Task goal ->
Every line containing the word "their" is to be copied from the data below.
*** Data to examine ***
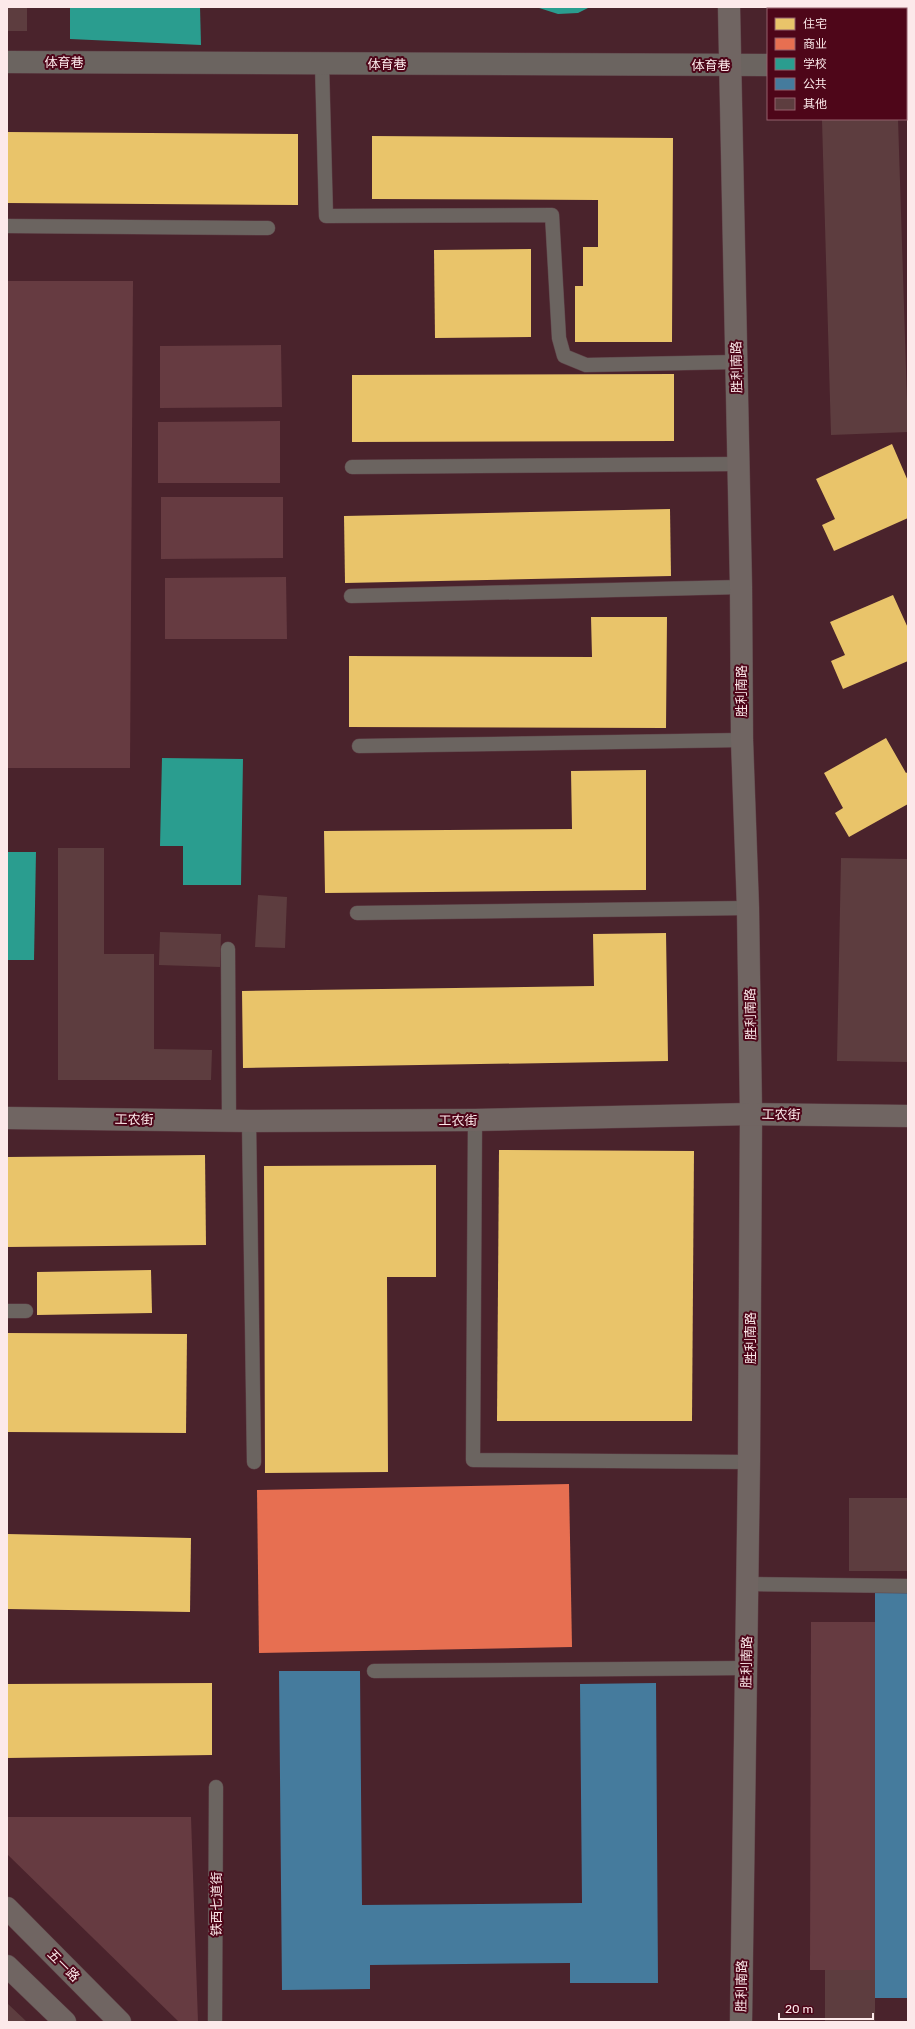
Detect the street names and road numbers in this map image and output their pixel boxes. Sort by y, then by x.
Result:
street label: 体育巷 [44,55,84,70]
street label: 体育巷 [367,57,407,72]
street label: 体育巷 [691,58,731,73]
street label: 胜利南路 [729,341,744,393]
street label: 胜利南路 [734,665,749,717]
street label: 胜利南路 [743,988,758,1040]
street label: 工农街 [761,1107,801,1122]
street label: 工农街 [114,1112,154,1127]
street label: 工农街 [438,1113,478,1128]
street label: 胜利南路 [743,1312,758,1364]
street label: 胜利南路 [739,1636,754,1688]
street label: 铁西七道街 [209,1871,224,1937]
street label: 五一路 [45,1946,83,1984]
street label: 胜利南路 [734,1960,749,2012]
*** End of Data to examine ***
*** Data to examine ***
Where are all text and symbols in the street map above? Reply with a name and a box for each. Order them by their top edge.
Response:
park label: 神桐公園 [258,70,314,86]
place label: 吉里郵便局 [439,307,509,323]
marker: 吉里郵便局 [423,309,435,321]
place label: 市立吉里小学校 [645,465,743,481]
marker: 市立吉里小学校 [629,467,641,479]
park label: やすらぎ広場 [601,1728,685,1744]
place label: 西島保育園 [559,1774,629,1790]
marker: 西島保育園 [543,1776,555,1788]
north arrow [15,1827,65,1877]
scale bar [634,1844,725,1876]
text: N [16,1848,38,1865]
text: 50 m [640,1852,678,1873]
*** End of Data to examine ***
Written answer ->
Detect the street names and road numbers in this map image and output their pixel boxes. Sort by y, then by x.
Where are all text and symbols in the street map above? Reply with a name and a box for each. Order them by their top edge.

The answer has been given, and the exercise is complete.